A chuva que desperta o passado

Quarta-feira, 29 de Outubro de 1975

O dia amanheceu com aquela chuva miúda que parece não querer parar, deixando tudo cinzento e sem graça. Não havia nada de especial à espera, apenas mais um dia rotineiro, abafado pelo peso do tempo. A viagem de trólei para o Porto começou logo com uma pequena frustração: o Benjamim não apareceu. Talvez o mau tempo o tenha feito ficar em casa, talvez tivesse outro motivo qualquer — não importa. A ausência dele deixou o lugar ao meu lado vazio, e esse vazio abriu espaço para as memórias que por vezes tento evitar. Mas hoje, especialmente hoje não consegui evitar.

Enquanto o trólei avançava devagar pelas ruas molhadas, dei por mim a recuar no tempo, a deslizar para aqueles dias em que fazia esta mesma viagem na companhia da Dila. Era como se a chuva, batendo nos vidros, me empurrasse de volta para esses instantes de alegria simples.

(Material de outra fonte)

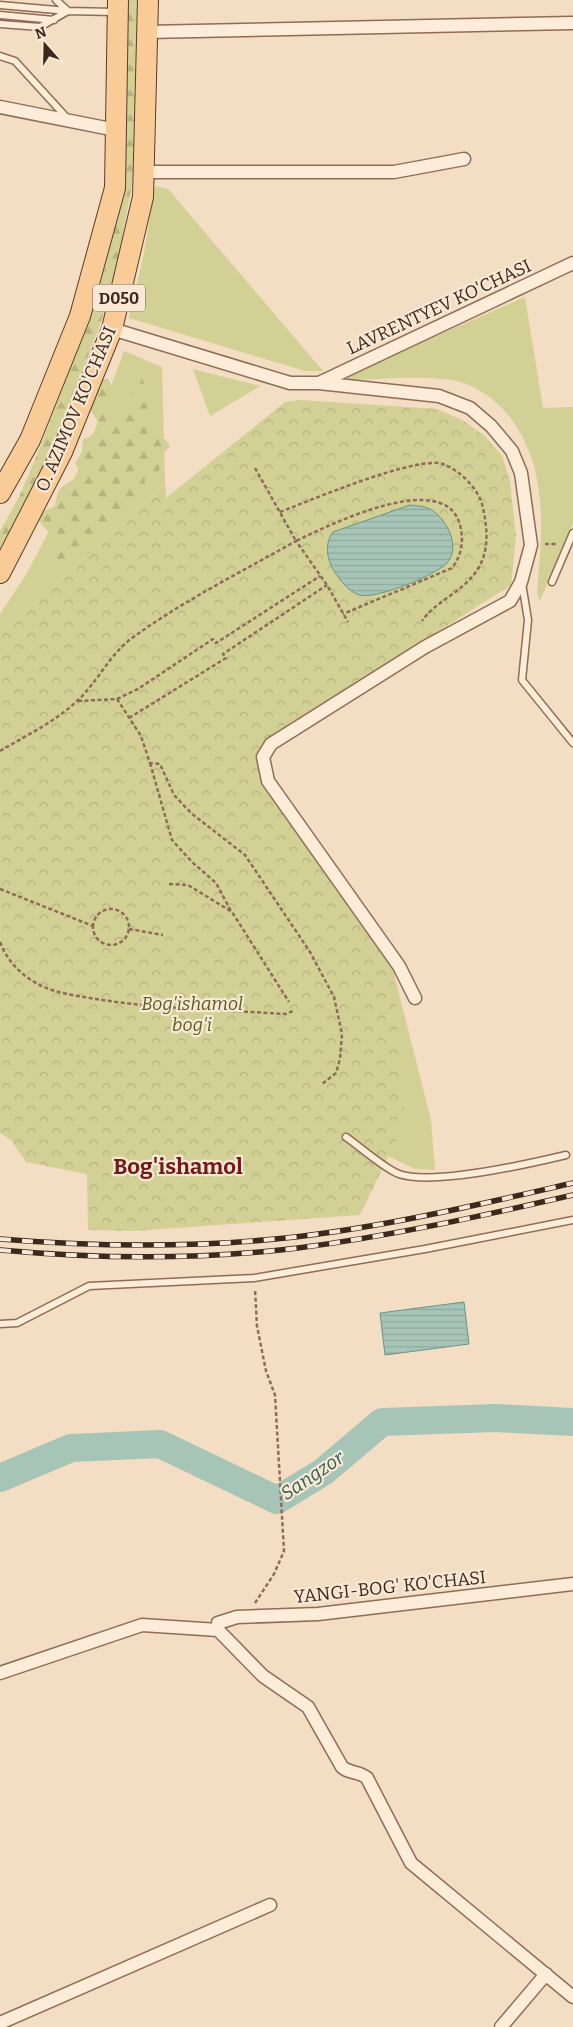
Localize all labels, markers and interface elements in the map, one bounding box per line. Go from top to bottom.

Lembrei-me especialmente daquele dia em que estávamos a chegar à Corujeira. Passamos por uma oficina com uma placa publicitária onde se lia “António dos” seguido de um desenho de um amortecedor. A Dila, com aquele curiosidade rápida e ingénua que lhe era tão natural, perguntou-me o que estava escrito. Ela respondeu-me que sempre que passava ali ficava na dúvida quanto à placa publicitária. Para ela o que aquilo representava era "António dos Caneta"

O formato do amortecedor enganara-a, transformando o que devia ser mecânica em escrita. Rimo-nos tanto… Aquela gargalhada dela ainda hoje ecoa num canto do meu pensamento, viva, inteira, como se tivesse acontecido ontem.

Foi assim, mergulhado nessas memórias, absorto e enlevado, que atravessei a viagem inteira. A chuva por fora, a Dila por dentro — e eu no meio, preso entre o que foi e o que já não sei se volta a ser.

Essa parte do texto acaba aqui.